A Campanha Salarial dos trabalhadores dos Correios chegou a um momento decisivo. Depois de meses de mobilização e resistência na negociação, a direção dos Correios levou o impasse para uma mediação no Tribunal Superior do Trabalho (TST) e, na audiência realizada em 1º de setembro, que se estendeu por várias horas, não houve acordo.
No processo de conciliação foi apresentada uma proposta com reajuste de 4,37%, correspondente ao INPC, sobre salários e benefícios, com vigência de dois anos. A proposta prevê a manutenção das cláusulas da sentença normativa, exceto quatro pontos que estão judicializados no STF: Ticket Peru, pagamento de 70% nas férias, remuneração de 200% dos repousos trabalhados e Plano de Saúde.
Isso significa que estamos diante de uma proposta que precisa ser analisada com muita responsabilidade. Não basta olhar apenas para o índice salarial. Uma negociação coletiva envolve direitos, condições de trabalho, saúde, emprego e o futuro da própria empresa.
Por isso, a Assembleia Nacional Unificada do dia 10 de setembro é fundamental. Na Paraíba, os trabalhadores decidirão na sede e na subsede do SINTECT-PB sobre a proposta e sobre a deflagração da greve, com indicativo de início à zero hora do dia 11. No Paraná, o SINTCOM-PR, e em Minas Gerias, o Sintect-MG, também convocam a categoria das suas bases territoriais para a Assembleia Geral, descentralizada, no dia 10.
A decisão da categoria será soberana. Mas uma coisa precisa estar clara: uma assembleia massiva aumenta nossa força na mesa de negociação.
Precisamos pressionar não apenas a direção dos Correios, mas também o Governo Federal, pois a direção da empresa não age no vazio. Quem administra os Correios e sustenta politicamente sua gestão também precisa responder pela reestruturação, pela redução de efetivo, pelo fechamento de unidades, pela sobrecarga e pelos ataques aos direitos trabalhistas.
A luta passa, também, pela política de fortalecimento da empresa pública. No Congresso Nacional, durante a discussão da Medida Provisória sobre as encomendas internacionais de até US$ 50, chegou a ser debatida uma proposta para garantir aos Correios exclusividade no transporte dessas remessas, mas a iniciativa não avançou e ficou fora do texto aprovado.
O Congresso, com sua maioria de parlamentares favoráveis às privatizações, tem responsabilidade por essa decisão. Mas também é legítimo cobrar do Governo Federal maior empenho político para defender medidas capazes de ampliar mercado e receita dos Correios.
É contraditório apresentar rapidamente PDV, redução de pessoal, reestruturação e retirada de direitos como respostas para a crise, enquanto oportunidades de fortalecimento da receita da empresa não recebem a mesma prioridade.

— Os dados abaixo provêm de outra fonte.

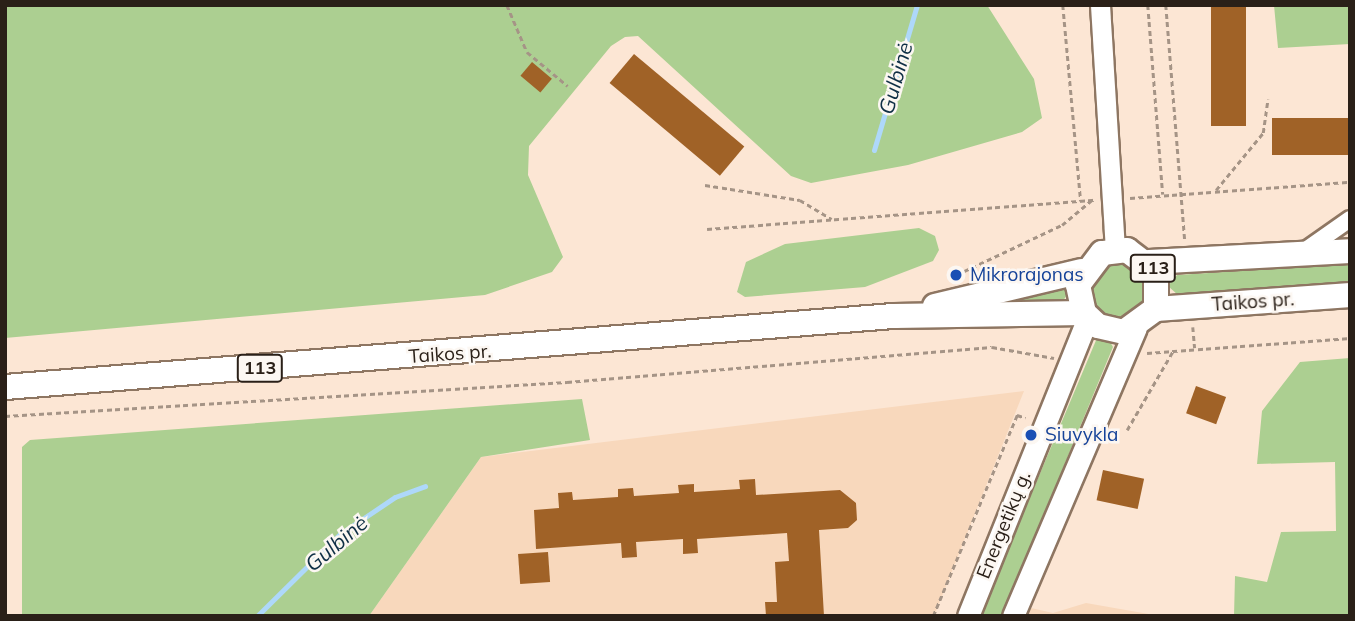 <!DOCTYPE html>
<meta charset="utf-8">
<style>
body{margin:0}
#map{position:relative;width:1355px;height:621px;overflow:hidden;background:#fce6d4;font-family:Mulish,sans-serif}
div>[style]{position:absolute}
.built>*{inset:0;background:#f8d8bc}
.green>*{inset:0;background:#accf91}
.round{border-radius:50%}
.stream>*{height:5px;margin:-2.5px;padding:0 2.5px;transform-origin:2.5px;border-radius:2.5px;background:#aed8fa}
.building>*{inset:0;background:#a06227;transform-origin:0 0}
.path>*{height:2.5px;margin-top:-1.25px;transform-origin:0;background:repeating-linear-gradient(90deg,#a59486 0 5px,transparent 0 8.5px)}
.roads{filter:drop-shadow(2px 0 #8e7662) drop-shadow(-2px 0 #8e7662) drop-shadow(0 2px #8e7662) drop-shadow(0 -2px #8e7662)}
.minor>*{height:16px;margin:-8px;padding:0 8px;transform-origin:8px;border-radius:8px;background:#fff}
.tertiary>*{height:19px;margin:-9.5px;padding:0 9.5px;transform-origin:9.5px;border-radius:9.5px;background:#fff}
.secondary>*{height:21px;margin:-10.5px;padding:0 10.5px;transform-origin:10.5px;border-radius:10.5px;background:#fff}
.primary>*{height:24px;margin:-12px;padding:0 12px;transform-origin:12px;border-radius:12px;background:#fff}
.dots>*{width:19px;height:19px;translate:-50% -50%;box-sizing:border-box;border:4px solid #fcf7f2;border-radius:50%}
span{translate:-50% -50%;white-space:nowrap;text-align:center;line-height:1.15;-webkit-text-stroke:5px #fcf7f2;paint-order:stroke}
.shield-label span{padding:2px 5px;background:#fcf7f2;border:2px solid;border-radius:5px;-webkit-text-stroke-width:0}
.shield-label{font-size:18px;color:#2a2018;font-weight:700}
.transit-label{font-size:19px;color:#164399}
.left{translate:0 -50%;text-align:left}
.street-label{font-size:19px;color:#2a2018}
.water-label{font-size:21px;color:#0f2f45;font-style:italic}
.frame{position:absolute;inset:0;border:7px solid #2a2018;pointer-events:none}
</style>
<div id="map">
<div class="built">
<i style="clip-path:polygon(1024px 391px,934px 616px,369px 616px,481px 457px)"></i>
<i style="clip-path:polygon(1086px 603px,1160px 616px,1027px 616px,1031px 608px,1053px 613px)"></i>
</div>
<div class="green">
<i style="clip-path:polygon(5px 5px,987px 5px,1034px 79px,1042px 118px,1022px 132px,908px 165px,811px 183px,791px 176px,638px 36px,625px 37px,611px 46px,529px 146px,528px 175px,563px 257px,552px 272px,485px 295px,5px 338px)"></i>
<i style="clip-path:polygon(1274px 5px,1350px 5px,1350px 44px,1278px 48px)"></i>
<i style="clip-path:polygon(919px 228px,935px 236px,939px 250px,933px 261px,865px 287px,745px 297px,737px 292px,746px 262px,785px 244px)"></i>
<i class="round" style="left:1090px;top:262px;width:56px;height:56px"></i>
<i style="clip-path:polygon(1350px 264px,1350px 283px,1178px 295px,1168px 286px,1177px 275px)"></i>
<i style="clip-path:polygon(1062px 287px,1068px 294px,1062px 302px,1017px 304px,1019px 298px)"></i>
<i style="clip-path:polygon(1097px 338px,1108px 338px,1113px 347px,1002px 616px,980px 616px)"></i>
<i style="clip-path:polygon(1350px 358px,1350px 616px,1234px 616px,1235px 576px,1267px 582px,1281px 532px,1336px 531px,1335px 462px,1257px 464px,1262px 411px,1300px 362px)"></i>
<i style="clip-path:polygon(582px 399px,590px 440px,481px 457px,369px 616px,22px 616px,22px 447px,30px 440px)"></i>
</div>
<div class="stream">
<i style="left:874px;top:150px;width:151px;rotate:-73.5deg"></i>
<i style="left:257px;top:616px;width:117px;rotate:-44.7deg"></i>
<i style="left:340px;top:534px;width:66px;rotate:-33.9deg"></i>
<i style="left:395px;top:497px;width:32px;rotate:-20deg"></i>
</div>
<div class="building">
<i style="left:1211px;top:5px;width:35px;height:121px"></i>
<i style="left:634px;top:54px;width:144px;height:38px;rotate:40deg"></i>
<i style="left:532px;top:62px;width:26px;height:18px;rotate:40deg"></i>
<i style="left:1350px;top:118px;width:37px;height:78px;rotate:90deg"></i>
<i style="left:1196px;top:386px;width:32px;height:29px;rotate:20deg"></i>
<i style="left:1103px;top:470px;width:42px;height:31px;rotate:12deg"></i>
<i style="clip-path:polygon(755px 479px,756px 495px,840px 490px,856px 503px,857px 520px,848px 528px,819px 530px,824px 616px,766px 616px,765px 602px,777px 602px,775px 562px,789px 561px,787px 533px,697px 539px,698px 553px,683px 554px,683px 539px,636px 542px,637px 557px,622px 558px,621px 543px,536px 549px,534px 510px,559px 508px,558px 493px,572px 492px,573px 500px,618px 497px,618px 489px,633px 488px,634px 496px,679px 493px,678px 485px,694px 484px,694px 492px,740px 489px,739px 480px)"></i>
<i style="left:548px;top:552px;width:30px;height:30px;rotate:86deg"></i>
</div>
<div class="path">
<i style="left:507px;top:5px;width:51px;rotate:66.9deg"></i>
<i style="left:527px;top:52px;width:53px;rotate:39.7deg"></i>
<i style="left:1063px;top:5px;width:197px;rotate:84.8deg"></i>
<i style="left:1148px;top:5px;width:190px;rotate:85.5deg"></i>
<i style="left:1166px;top:5px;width:237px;rotate:85.4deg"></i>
<i style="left:705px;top:185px;width:96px;rotate:9deg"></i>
<i style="left:800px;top:200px;width:37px;rotate:31deg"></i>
<i style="left:1216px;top:190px;width:74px;rotate:-50.5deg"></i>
<i style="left:1263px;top:133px;width:34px;rotate:-82deg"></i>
<i style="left:1130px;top:198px;width:221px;rotate:-4.2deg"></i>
<i style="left:707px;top:229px;width:389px;rotate:-4.3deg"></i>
<i style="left:956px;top:275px;width:117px;rotate:-25.3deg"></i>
<i style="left:1062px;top:225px;width:38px;rotate:-40deg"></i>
<i style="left:1193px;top:327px;width:21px;rotate:85deg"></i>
<i style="left:1147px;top:353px;width:204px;rotate:-4.2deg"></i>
<i style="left:5px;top:416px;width:563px;rotate:-3.46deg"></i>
<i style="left:567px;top:382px;width:426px;rotate:-4.7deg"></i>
<i style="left:992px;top:347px;width:63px;rotate:10.1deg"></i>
<i style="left:1127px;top:430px;width:91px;rotate:-59.8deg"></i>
<i style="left:933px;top:616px;width:218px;rotate:-67.3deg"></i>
<i style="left:1017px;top:415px;width:9px;rotate:18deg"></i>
</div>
<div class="roads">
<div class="minor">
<i style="left:1303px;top:252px;width:57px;rotate:-35.1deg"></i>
</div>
<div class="tertiary">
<i style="left:1100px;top:5px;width:244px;rotate:86.5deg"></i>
</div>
<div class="secondary">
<i style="left:968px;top:616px;width:321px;rotate:-68.1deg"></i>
<i style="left:1013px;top:616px;width:313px;rotate:-66.9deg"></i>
</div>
<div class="primary">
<i style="left:1149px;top:262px;width:201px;rotate:-3.1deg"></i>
<i style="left:935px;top:306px;width:151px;rotate:-13.4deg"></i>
<i style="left:1156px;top:309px;width:195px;rotate:-4.1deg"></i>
<i style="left:5px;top:387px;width:892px;rotate:-4.57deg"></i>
<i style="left:894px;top:316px;width:190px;rotate:-0.9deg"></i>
<i style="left:1084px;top:313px;width:19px;rotate:43deg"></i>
<i style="left:1098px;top:326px;width:27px;rotate:13deg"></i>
<i style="left:1124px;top:332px;width:39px;rotate:-36deg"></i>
<i style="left:1156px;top:309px;width:37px;rotate:-90deg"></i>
<i style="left:1156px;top:272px;width:36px;rotate:-143deg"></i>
<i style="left:1127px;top:250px;width:25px;rotate:173deg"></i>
<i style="left:1102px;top:253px;width:40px;rotate:127deg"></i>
<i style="left:1078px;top:285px;width:29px;rotate:78deg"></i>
</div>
</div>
<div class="dots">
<i style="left:956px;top:275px;background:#1a4fb4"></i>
<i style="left:1031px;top:435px;background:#1a4fb4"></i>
</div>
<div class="shield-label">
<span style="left:1153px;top:268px">113</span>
<span style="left:260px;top:368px">113</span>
</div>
<div class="transit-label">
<span class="left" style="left:970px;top:275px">Mikrorajonas</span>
<span class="left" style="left:1045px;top:435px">Siuvykla</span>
</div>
<div class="street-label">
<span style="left:1253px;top:302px;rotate:-4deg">Taikos pr.</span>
<span style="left:450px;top:354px;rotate:-4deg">Taikos pr.</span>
<span style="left:1004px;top:525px;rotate:-68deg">Energetikų g.</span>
</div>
<div class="water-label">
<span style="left:895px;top:78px;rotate:-74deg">Gulbinė</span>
<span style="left:336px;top:543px;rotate:-40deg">Gulbinė</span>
</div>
<div class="frame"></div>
</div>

O sindicato existe para informar, organizar, defender direitos e construir força coletiva para conquistar avanços, não para convencer o trabalhador a aceitar qualquer proposta apresentada pela empresa. Unidade sindical tem que ser unidade para lutar.

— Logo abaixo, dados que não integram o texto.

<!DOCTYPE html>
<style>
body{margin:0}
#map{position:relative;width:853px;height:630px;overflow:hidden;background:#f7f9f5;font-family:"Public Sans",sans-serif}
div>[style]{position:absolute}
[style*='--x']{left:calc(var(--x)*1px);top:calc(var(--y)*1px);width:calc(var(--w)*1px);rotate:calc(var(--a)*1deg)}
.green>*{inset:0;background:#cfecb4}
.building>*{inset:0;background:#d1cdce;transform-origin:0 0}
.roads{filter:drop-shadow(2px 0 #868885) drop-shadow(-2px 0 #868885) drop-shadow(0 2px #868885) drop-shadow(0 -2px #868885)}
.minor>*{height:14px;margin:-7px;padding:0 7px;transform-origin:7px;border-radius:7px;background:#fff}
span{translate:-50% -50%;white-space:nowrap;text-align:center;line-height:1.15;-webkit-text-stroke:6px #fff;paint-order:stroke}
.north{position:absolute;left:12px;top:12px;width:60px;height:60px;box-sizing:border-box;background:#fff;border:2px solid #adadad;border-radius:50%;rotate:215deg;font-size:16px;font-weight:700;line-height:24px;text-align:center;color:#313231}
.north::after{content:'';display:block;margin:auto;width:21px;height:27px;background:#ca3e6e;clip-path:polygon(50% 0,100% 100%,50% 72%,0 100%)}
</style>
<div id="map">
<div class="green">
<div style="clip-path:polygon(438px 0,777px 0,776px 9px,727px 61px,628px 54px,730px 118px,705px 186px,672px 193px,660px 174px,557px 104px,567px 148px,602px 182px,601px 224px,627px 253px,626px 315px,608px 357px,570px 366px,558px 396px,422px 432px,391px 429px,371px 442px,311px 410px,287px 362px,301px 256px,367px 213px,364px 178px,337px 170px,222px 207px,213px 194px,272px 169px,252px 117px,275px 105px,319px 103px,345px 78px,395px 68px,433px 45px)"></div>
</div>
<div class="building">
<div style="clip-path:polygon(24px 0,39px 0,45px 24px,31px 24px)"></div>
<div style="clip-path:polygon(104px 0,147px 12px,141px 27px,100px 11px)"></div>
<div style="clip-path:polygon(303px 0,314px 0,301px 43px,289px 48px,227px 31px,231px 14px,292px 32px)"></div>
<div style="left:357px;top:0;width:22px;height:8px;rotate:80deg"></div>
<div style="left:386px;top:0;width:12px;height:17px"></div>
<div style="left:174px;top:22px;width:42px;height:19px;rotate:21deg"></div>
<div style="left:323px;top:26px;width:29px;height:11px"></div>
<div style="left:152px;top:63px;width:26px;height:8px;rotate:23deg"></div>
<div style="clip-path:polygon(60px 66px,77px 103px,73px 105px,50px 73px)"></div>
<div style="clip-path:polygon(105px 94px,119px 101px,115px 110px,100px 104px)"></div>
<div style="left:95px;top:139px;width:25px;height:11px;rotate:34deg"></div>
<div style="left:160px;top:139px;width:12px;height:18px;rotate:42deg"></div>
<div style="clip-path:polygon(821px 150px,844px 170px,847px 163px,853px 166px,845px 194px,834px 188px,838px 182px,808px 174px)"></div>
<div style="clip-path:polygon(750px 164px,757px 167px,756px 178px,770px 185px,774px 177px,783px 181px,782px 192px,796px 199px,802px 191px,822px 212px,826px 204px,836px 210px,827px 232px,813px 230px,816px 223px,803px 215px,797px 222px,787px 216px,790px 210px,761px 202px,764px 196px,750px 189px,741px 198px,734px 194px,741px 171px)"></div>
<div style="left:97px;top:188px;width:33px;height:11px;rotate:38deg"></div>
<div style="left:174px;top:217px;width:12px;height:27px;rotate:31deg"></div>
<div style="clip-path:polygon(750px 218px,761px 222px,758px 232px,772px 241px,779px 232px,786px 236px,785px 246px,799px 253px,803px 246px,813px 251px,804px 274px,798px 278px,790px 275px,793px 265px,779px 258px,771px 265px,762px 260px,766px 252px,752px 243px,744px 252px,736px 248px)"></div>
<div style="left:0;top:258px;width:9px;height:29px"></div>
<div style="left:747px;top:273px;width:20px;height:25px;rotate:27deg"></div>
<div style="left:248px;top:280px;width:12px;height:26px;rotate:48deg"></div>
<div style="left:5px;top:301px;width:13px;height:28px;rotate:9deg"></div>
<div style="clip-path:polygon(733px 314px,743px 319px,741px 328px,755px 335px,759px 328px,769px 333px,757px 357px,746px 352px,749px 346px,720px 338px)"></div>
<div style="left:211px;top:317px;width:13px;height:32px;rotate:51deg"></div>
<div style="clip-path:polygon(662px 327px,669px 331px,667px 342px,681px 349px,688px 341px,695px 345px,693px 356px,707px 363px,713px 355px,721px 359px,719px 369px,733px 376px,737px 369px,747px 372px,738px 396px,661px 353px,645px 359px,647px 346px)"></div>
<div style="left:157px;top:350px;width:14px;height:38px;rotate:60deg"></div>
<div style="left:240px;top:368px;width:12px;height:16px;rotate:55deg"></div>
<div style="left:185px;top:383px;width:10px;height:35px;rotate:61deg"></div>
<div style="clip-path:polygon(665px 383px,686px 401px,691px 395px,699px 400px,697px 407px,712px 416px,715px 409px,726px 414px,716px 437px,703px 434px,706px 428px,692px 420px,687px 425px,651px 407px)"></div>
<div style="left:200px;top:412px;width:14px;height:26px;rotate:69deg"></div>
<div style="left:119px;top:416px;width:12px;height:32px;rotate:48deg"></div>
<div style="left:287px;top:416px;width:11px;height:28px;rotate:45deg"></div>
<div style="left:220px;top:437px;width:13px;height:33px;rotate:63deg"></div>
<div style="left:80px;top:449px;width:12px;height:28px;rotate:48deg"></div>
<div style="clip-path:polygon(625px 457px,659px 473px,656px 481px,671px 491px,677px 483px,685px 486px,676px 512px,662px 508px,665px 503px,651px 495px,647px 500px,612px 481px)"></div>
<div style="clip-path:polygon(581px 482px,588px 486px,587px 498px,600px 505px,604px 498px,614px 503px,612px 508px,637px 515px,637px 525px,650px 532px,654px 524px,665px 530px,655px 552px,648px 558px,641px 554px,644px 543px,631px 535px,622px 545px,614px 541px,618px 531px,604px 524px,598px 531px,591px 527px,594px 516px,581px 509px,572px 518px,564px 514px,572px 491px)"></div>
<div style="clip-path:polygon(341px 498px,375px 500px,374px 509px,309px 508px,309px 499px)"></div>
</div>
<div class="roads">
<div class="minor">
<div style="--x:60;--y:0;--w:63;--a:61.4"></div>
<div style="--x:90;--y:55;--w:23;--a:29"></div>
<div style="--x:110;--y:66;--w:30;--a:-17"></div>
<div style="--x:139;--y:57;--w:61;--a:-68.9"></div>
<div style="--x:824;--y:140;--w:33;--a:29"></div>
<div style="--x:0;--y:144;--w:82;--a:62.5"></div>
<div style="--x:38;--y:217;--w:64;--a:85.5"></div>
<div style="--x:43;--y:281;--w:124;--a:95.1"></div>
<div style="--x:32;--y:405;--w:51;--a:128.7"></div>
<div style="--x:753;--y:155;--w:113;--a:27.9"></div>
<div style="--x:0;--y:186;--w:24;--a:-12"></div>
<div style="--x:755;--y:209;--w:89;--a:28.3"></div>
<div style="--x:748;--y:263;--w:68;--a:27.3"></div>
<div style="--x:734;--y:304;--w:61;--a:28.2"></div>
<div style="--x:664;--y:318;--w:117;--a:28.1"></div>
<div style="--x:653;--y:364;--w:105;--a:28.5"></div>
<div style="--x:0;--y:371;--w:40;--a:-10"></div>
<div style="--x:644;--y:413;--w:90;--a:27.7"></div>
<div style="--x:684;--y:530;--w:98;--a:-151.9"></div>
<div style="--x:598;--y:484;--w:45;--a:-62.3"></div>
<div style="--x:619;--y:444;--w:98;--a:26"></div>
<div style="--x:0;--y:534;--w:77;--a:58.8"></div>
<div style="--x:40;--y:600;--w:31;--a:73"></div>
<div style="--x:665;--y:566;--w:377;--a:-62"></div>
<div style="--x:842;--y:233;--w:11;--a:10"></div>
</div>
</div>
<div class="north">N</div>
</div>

Para evitar a greve a direção da empresa deve apresentar soluções concretas. E, se não houver avanço, a categoria precisa estar preparada para parar. A recuperação dos Correios não pode ser feita nas costas dos trabalhadores. Queremos investimento, novas receitas, serviço público de qualidade e valorização de quem sustenta diariamente esta empresa.
NÃO SE SALVA OS CORREIOS CORTANDO DIREITOS E ABRINDO MÃO DE RECEITA
DIA 10, TODOS À ASSEMBLEIA!
NENHUM DIREITO A MENOS!
SE NÃO HOUVER AVANÇO, A RESPOSTA É MOBILIZAÇÃO E GREVE!